═══ GIVEN RECORDS ═══

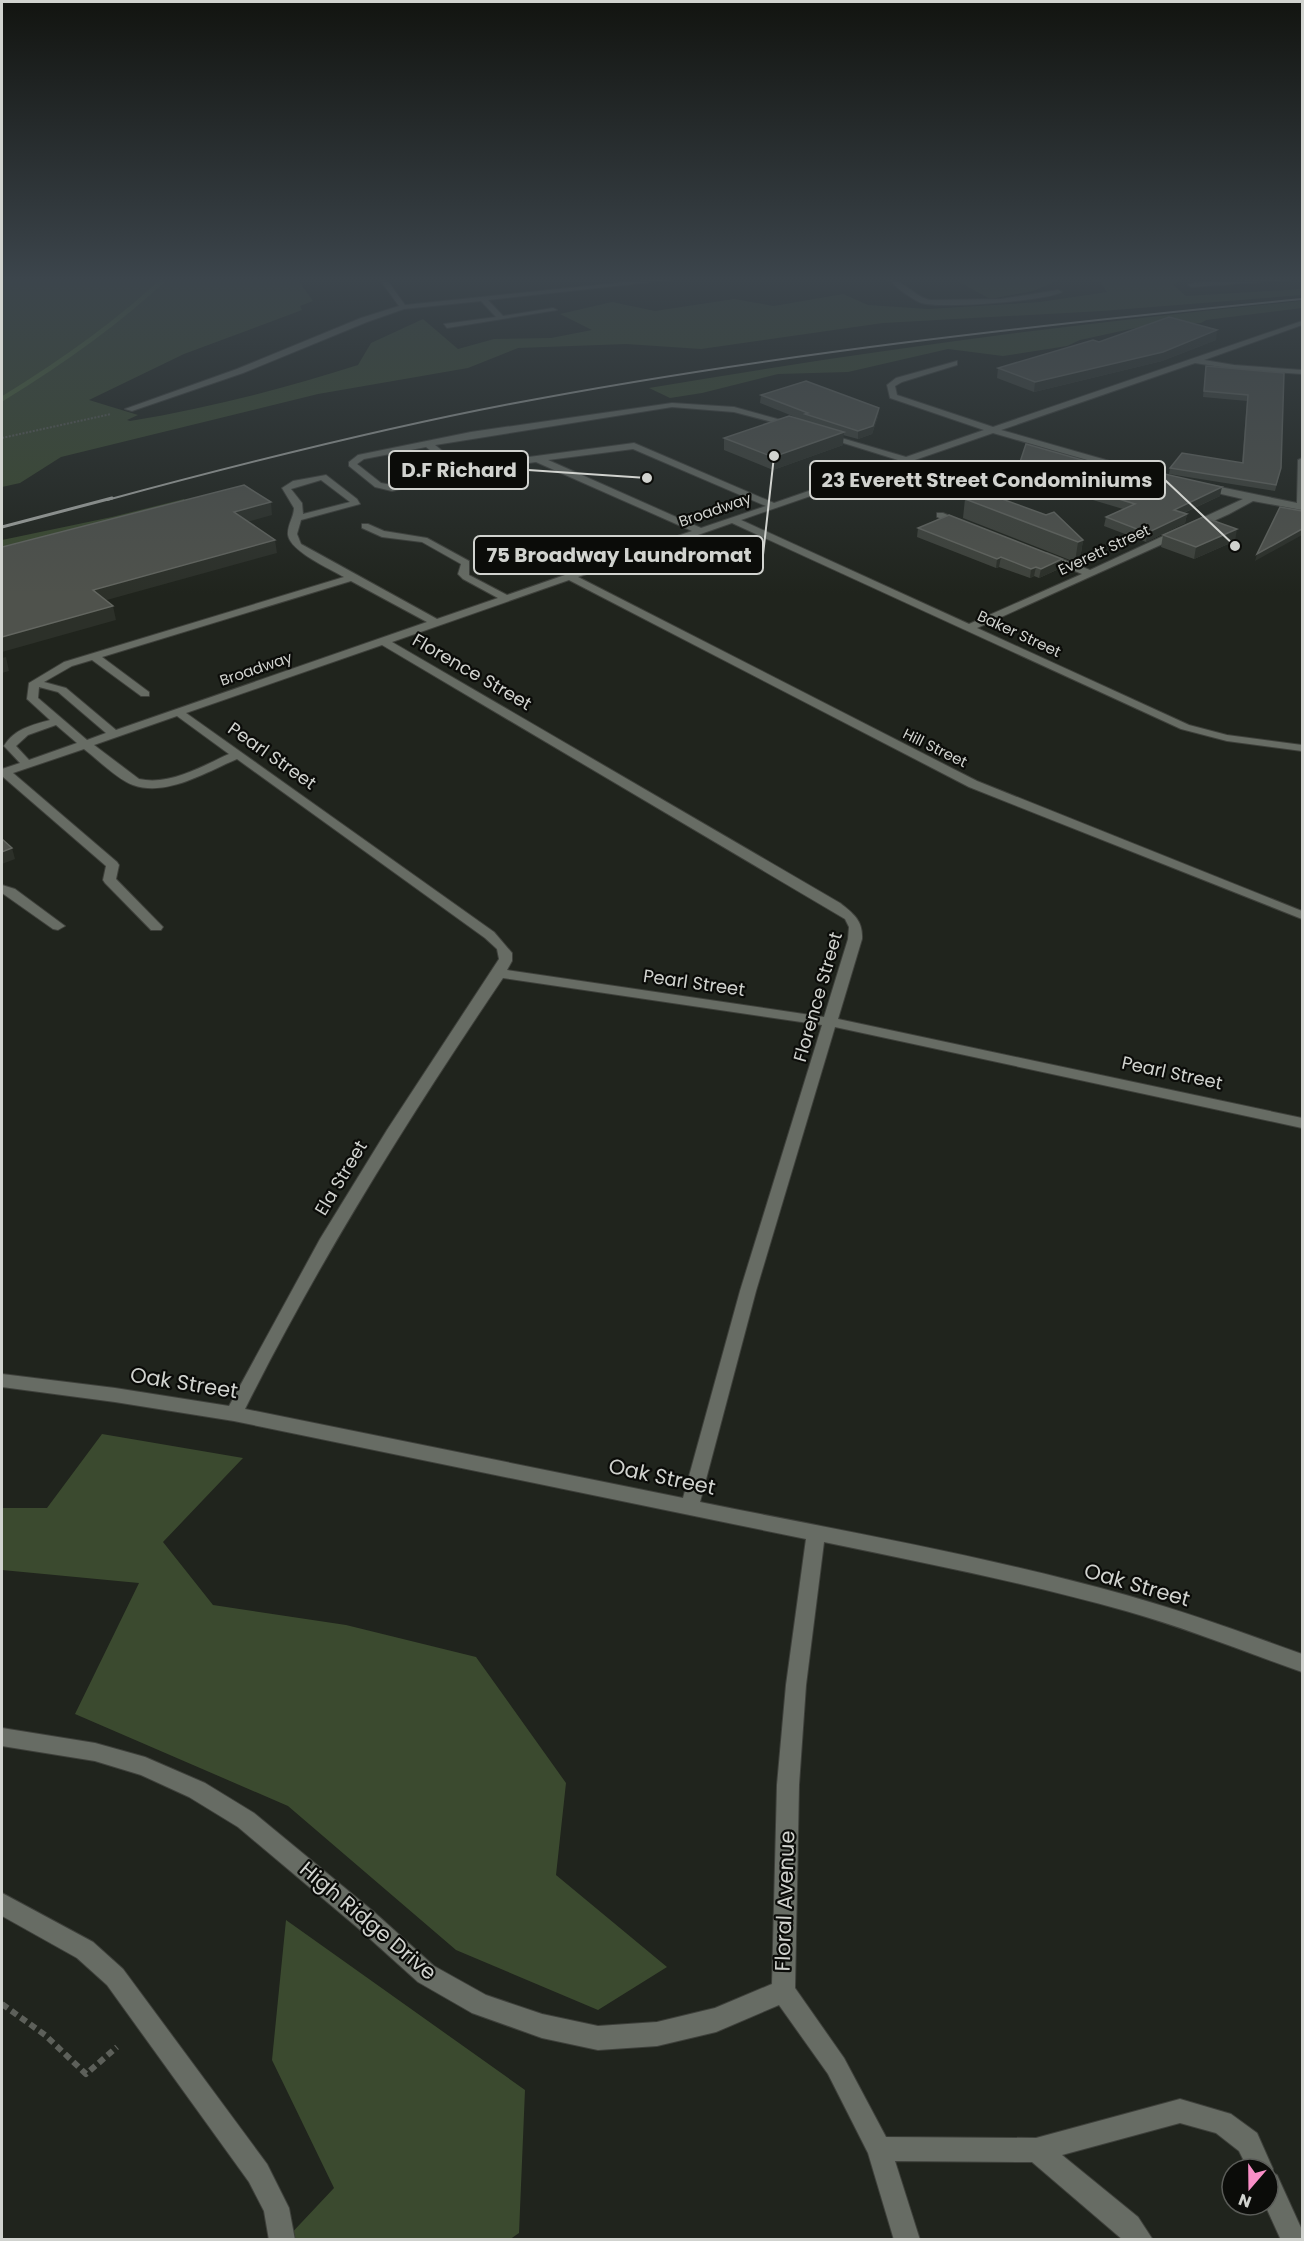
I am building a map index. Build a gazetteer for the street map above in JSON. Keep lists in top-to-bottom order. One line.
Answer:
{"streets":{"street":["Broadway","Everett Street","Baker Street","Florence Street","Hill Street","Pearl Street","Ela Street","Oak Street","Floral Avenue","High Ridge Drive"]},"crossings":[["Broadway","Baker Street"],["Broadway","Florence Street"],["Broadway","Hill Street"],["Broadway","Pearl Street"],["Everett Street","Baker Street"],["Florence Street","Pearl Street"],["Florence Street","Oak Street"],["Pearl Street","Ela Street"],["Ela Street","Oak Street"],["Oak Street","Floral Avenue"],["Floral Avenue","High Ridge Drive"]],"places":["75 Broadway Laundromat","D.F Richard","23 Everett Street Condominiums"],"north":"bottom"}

═══
═══ GIVEN RECORDS ═══

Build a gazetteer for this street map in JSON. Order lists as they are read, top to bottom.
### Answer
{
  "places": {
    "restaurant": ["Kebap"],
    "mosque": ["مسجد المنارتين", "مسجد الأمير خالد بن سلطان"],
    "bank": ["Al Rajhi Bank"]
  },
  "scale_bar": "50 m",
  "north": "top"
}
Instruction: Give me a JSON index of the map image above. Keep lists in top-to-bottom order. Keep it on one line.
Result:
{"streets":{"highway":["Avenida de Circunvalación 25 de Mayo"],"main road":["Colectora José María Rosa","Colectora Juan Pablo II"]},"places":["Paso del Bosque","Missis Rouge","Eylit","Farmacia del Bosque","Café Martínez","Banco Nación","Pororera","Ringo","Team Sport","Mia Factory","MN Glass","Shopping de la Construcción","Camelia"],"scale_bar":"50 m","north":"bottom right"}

═══

_THE PROBLEM_. Please copy every line of the data that carries the string "above".

_RESPONSE FOR THIS EXERCISE_.
I am building a map index. Build a gazetteer for the street map above in JSON. Keep lists in top-to-bottom order. One line.
Instruction: Give me a JSON index of the map image above. Keep lists in top-to-bottom order. Keep it on one line.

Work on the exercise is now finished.